■ **Given records**:
....................

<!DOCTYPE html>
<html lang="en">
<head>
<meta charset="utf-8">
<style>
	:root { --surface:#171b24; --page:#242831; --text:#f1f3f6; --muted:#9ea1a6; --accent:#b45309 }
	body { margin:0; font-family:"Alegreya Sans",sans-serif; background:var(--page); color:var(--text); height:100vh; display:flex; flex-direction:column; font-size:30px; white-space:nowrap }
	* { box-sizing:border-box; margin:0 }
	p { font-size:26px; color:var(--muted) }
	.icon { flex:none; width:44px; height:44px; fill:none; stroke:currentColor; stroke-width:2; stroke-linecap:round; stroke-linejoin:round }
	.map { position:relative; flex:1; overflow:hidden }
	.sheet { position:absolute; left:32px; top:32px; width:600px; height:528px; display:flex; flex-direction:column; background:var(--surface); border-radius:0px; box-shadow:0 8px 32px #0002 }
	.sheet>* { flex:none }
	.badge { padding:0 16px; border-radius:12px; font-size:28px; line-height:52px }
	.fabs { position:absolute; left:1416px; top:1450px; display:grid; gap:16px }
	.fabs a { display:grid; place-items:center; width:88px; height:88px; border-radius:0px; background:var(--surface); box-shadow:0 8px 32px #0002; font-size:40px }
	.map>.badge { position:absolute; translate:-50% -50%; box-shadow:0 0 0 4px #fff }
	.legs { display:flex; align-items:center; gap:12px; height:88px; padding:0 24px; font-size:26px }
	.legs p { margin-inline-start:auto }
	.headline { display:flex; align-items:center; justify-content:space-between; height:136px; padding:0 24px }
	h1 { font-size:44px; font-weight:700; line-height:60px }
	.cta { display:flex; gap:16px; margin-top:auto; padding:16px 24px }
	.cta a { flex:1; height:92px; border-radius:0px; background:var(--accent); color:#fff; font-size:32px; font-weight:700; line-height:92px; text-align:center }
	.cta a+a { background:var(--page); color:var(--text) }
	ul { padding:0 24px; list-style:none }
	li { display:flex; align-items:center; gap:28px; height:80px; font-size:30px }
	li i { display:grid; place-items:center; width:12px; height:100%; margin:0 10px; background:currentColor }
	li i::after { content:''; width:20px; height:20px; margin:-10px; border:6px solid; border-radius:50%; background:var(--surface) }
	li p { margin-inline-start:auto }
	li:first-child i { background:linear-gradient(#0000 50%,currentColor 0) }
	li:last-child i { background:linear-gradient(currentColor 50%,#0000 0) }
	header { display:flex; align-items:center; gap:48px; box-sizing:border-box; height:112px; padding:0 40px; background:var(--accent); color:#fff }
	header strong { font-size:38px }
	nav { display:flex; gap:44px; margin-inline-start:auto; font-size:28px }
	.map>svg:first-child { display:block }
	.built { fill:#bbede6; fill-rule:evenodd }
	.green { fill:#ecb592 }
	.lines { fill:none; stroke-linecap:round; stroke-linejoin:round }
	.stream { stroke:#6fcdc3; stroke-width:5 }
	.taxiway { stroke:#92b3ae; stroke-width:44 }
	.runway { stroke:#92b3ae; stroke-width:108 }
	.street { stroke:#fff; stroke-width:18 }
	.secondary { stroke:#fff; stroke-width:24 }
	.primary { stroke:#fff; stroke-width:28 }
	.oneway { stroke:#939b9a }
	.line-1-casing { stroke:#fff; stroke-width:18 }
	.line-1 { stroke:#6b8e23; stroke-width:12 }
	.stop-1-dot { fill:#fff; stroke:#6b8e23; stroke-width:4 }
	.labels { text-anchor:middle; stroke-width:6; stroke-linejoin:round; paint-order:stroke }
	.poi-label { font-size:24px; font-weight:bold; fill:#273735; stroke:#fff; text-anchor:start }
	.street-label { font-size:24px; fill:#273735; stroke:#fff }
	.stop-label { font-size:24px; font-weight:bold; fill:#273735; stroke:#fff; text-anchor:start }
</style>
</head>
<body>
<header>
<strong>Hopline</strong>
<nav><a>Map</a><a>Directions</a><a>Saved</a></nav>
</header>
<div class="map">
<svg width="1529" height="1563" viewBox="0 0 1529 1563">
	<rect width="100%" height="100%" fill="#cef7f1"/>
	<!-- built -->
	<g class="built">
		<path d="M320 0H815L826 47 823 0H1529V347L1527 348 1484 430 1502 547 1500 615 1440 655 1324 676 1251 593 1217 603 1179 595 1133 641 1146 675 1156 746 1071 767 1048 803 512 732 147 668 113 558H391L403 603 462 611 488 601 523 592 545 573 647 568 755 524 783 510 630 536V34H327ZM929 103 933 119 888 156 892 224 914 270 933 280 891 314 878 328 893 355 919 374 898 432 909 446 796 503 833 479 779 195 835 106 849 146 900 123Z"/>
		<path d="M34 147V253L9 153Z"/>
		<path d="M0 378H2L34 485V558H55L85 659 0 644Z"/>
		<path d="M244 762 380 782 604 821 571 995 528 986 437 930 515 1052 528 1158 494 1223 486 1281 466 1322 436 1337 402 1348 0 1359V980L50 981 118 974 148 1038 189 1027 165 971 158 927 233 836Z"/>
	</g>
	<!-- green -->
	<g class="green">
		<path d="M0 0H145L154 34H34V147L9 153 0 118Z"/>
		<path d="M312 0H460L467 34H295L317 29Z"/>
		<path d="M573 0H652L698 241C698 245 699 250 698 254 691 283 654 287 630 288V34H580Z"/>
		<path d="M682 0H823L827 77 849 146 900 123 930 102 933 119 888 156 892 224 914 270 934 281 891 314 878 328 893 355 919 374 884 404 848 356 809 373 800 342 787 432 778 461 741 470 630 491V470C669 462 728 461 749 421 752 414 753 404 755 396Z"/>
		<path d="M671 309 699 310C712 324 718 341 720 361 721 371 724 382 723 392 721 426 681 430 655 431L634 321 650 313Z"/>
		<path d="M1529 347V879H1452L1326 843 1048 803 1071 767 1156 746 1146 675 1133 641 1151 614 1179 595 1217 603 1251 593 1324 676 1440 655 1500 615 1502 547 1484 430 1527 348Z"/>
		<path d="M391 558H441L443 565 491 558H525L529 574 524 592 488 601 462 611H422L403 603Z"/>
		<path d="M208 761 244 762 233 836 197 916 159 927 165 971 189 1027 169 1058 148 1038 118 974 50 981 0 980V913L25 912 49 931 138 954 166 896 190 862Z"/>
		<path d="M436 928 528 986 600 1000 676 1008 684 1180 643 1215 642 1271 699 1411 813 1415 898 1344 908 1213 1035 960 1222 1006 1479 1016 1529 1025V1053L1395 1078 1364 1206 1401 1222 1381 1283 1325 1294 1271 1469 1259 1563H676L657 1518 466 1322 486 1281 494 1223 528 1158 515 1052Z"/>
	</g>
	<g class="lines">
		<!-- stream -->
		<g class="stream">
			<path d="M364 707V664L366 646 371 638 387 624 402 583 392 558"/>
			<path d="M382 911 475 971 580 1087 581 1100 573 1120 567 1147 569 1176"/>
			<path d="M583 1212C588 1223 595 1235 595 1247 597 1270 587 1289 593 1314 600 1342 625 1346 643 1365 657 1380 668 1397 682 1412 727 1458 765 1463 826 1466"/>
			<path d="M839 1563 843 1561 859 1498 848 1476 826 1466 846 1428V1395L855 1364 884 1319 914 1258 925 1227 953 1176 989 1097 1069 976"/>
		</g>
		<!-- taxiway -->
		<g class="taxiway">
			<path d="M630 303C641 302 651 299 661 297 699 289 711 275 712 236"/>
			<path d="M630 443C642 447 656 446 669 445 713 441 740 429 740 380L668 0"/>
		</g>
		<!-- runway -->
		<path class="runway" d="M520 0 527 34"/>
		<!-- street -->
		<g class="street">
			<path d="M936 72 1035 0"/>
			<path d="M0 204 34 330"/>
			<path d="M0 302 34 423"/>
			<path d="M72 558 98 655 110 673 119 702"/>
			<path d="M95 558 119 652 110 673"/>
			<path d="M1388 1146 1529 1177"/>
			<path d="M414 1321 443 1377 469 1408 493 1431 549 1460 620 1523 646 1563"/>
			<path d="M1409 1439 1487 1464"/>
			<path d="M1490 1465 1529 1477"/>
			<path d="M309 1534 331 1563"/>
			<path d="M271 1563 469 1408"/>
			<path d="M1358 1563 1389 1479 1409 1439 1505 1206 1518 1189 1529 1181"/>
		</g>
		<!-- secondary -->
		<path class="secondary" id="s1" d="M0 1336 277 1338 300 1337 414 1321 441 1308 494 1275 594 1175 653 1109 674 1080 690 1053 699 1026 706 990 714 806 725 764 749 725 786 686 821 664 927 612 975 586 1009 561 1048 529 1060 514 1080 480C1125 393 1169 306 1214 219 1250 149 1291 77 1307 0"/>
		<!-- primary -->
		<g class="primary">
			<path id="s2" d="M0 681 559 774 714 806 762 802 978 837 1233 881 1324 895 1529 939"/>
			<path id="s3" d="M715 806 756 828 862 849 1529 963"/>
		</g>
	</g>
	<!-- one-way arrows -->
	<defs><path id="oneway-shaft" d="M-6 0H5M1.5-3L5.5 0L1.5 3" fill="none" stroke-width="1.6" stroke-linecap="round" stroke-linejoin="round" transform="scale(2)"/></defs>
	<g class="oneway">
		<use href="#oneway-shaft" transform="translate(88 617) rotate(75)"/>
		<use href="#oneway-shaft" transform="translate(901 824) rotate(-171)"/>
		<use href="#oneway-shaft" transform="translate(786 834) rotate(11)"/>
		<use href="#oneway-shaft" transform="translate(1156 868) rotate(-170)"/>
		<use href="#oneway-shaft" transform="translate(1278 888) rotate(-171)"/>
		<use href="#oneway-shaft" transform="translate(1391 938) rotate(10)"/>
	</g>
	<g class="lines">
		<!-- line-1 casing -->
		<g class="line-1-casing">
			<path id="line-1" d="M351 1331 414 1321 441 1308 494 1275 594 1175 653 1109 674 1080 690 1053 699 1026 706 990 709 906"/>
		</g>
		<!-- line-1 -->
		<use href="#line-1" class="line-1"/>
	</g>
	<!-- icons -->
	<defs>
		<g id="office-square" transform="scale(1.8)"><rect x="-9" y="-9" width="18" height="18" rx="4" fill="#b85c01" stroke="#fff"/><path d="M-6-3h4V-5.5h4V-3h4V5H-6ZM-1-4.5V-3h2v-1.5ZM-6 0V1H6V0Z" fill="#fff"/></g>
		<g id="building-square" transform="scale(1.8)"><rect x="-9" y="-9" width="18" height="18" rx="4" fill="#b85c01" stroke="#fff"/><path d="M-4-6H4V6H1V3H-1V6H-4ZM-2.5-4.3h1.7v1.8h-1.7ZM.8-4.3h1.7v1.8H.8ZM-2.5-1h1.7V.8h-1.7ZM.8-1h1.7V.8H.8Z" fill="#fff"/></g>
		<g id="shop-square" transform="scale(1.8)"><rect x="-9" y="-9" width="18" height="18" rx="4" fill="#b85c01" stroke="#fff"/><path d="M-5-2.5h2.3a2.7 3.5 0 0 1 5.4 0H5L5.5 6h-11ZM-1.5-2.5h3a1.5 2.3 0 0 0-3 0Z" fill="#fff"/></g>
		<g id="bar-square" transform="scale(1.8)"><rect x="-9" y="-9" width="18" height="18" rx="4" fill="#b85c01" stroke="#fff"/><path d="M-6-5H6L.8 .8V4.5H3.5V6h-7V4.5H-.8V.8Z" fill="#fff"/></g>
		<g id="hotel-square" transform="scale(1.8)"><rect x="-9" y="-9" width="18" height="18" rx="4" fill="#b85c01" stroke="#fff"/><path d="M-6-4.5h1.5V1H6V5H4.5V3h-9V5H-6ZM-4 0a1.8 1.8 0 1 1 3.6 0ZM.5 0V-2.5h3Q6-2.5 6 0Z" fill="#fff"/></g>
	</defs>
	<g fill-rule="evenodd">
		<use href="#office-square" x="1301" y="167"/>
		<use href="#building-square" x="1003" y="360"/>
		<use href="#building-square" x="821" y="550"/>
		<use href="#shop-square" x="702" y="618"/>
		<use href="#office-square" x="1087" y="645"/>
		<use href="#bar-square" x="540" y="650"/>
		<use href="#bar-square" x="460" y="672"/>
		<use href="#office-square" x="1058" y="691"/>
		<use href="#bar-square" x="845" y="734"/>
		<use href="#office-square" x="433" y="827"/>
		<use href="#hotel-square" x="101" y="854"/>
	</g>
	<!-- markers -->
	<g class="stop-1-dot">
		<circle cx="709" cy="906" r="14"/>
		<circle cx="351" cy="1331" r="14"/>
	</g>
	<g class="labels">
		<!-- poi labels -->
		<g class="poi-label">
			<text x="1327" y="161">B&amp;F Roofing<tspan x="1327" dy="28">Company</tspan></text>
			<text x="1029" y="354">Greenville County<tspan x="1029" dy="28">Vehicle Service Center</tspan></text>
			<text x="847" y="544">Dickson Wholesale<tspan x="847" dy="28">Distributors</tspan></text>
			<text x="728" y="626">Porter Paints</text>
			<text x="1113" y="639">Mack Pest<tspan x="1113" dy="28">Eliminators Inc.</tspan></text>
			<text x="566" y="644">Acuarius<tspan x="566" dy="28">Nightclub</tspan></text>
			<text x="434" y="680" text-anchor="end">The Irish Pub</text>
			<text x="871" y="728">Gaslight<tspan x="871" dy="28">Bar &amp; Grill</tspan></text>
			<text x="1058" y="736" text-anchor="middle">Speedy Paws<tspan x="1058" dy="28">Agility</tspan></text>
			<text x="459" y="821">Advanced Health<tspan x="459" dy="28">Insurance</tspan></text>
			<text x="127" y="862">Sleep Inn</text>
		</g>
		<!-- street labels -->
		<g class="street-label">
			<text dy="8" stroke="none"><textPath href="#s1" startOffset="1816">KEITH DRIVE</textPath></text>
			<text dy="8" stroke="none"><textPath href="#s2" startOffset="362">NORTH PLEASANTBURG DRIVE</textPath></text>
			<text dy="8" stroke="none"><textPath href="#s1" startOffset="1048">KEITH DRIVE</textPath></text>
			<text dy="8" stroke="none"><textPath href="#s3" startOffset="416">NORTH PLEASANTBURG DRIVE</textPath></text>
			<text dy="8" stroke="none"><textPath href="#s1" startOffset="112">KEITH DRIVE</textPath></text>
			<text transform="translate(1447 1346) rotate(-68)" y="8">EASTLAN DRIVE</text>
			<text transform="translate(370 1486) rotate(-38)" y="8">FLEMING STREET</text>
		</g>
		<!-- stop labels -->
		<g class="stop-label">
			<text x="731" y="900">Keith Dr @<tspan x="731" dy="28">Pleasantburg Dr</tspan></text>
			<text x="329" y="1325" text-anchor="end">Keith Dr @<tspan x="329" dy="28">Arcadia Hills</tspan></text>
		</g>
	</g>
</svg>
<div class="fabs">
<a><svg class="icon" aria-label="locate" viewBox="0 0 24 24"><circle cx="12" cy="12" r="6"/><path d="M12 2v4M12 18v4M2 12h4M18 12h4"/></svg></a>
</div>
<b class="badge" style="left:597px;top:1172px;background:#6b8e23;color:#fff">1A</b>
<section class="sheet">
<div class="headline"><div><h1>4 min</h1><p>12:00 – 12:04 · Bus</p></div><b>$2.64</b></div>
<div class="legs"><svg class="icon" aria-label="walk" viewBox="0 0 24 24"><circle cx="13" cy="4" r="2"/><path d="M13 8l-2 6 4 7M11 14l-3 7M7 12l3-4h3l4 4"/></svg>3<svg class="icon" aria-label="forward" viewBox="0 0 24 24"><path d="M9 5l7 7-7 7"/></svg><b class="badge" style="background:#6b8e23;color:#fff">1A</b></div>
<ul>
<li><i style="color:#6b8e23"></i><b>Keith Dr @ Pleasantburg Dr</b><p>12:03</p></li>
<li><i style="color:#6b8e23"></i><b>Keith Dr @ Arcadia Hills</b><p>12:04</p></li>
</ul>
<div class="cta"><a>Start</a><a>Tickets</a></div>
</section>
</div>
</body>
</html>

....................

■ **Work to be completed**: Your reply must contain exactly the lines from the first line of the data through the line holding "display:flex; align-items:center; gap:12px;", and nothing more.

■ **Solution for this exercise**:
<!DOCTYPE html>
<html lang="en">
<head>
<meta charset="utf-8">
<style>
	:root { --surface:#171b24; --page:#242831; --text:#f1f3f6; --muted:#9ea1a6; --accent:#b45309 }
	body { margin:0; font-family:"Alegreya Sans",sans-serif; background:var(--page); color:var(--text); height:100vh; display:flex; flex-direction:column; font-size:30px; white-space:nowrap }
	* { box-sizing:border-box; margin:0 }
	p { font-size:26px; color:var(--muted) }
	.icon { flex:none; width:44px; height:44px; fill:none; stroke:currentColor; stroke-width:2; stroke-linecap:round; stroke-linejoin:round }
	.map { position:relative; flex:1; overflow:hidden }
	.sheet { position:absolute; left:32px; top:32px; width:600px; height:528px; display:flex; flex-direction:column; background:var(--surface); border-radius:0px; box-shadow:0 8px 32px #0002 }
	.sheet>* { flex:none }
	.badge { padding:0 16px; border-radius:12px; font-size:28px; line-height:52px }
	.fabs { position:absolute; left:1416px; top:1450px; display:grid; gap:16px }
	.fabs a { display:grid; place-items:center; width:88px; height:88px; border-radius:0px; background:var(--surface); box-shadow:0 8px 32px #0002; font-size:40px }
	.map>.badge { position:absolute; translate:-50% -50%; box-shadow:0 0 0 4px #fff }
	.legs { display:flex; align-items:center; gap:12px; height:88px; padding:0 24px; font-size:26px }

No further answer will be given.